3.2 Quantification of HIV replication by ELISA or PCR

Viral replication was quantified by measuring HIV-1 p24 concentrations by ELISA using a commercial kit or by PCR.

3.3. Positive and negative controls and sample fixation

  1. ACH2 (a human lymphoid) or OM-10 cells (a monocyte cell line) were used as positive controls because each cell has only 1 integrated copy of HIV-1 DNA and produces significant amounts of viral proteins when stimulated with phorbol myristate acetate (PMA) or TNF-alpha.

  2. Hela cells are used as a negative control representing uninfected cells.

  3. For tissue sections, we use human lymph nodes obtained from individuals with high or undetectable replication, as well as uninfected tissues, as positive and negative controls, respectively.

3.4 Sample preparation

Multiple fixatives can be used for tissues, cells, or fluids including:

  1. 70% cold Ethanol (−20 °C for 20 minutes)

  2. Acetone

  3. 20 % buffered formalin and subsequent permeabilization using 0.1 % Triton-X for 3 minutes.

  4. Four % paraformaldehyde (PFA) containing 0.1M sodium phosphate buffer, pH 7.4, and subsequent permeabilization using 0.1 % Triton-X for 3 minutes.

3.5 Deparaffining

After fixation, and mounting into paraffin blocks, tissue sections from 10 to 300 µm are deparaffined using Ethanol-Xylene in the following order: Ethanol 30%, 50%, 60%, 70%, 80%, 90% and 100 %, Xylene 1 and 2 (two separate solutions), and then Ethanol 100%, 90%, 80%, 70%, 60%, 50% and 30%, and then PBS for 10 minutes. It is important to include all of the steps to assure the slow and efficient elimination of paraffin. The thickness of the section is also extremely important due to the large numbers and optical sections required for identification of viral reservoirs. Many companies and facilities only prepare sections of 5–10 µm; thus, a special request to the company or training of personnel is required to obtain these types of sections.

3.6 Antigen retrieval

There are several techniques of antigen retrieval depending on the application. For a comprehensive list of antigen retrieval methods visit, www.ihcworld.com/epitope_retrieval.htm. For our applications, we use the boiling citrate buffer method for 15 minutes (pH 6.0) for thicker tissue sections (10 to 300 µm), but we have also obtained good results with microwave-based techniques.

3.7 Leukocyte analysis

To analyze a significant number of circulating leukocytes, whole blood, isolated PBMCs, leukopacks or specific populations of cells isolated using magnetics beads, are isolated, pelleted, and subjected to confocal analysis.

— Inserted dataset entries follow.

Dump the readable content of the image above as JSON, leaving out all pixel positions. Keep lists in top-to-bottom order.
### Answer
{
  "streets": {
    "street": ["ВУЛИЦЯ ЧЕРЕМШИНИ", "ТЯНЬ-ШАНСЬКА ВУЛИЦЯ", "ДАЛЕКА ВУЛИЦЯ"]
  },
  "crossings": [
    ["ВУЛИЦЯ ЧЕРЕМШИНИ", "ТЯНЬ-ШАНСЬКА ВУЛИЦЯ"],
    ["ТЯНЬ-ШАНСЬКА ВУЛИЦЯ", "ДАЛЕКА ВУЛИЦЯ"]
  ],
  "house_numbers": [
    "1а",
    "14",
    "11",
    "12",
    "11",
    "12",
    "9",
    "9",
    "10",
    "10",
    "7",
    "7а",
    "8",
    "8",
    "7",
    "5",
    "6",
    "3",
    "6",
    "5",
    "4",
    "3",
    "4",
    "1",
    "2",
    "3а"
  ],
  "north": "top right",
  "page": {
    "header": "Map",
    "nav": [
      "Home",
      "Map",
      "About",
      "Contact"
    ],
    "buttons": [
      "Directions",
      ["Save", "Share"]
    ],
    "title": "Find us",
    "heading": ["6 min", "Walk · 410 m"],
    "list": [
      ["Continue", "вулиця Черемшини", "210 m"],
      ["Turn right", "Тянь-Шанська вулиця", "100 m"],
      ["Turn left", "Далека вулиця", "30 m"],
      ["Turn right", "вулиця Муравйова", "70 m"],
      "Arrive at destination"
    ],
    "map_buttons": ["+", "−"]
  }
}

The pellets can be generated directly on the glass slide or the centrifuged pellet can be fixed and cut with a cryostat. By doing this protocol, we can reduce the size and volume of cells analyzed such that millions of cells can be evaluated with a better chance of detecting viral reservoirs.

The following five points are critical for the detection protocols of low levels of HIV proteins using minimal amplification, because high autofluorescence can result in false positives. Most of these protocols apply to archival tissues.

3.8 Elimination of lipofuscins fluorescence

Natural autofluorescence is due to flavins, porphyrins, and chlorophyll (mostly in plants). The main problem with these compounds present in tissues and cells is that during cutting and solvent treatments, they become redistributed, resulting in background fluorescence. However, new optical configurations to perform unmixing and spectrum detection can significantly reduce this problem. In addition, treatment of the sample with Sudan Back (0.3% in 70% Ethanol) stirred in the dark for 2 h, will reduce significantly the autofluorescence produced by lipofuscins.

3.9 Elimination of elastin and collagen autofluorescence

This artifact is mainly found in blood vessel walls. Elastin contains several potential fluorophores when there is cross-linking of tricarboxylic amino acid with a pyridinium rings (17,18). In small vessels detection of these products is minimal, but in large vessels it is a significant problem. To eliminate autofluorescence from elastin products, incubate your samples in 0.5% pontamine sky blue and 6.6’-[(3, 3’-dimethoxy[1,1’-biphenyl]-4,4’-diyl)bis(azo)]bis[4-aminuteso-5-hydroxy-1,3-naphthalenedisulfonic acid], tretrasodium salt dissolved in 50 mM Tris buffer before mounting the samples. However, the use of both compounds requires extensive calibration, because pontamine sky blue fluoresces in the red channels. However, if the red channel is not to be used, it is an excellent choice.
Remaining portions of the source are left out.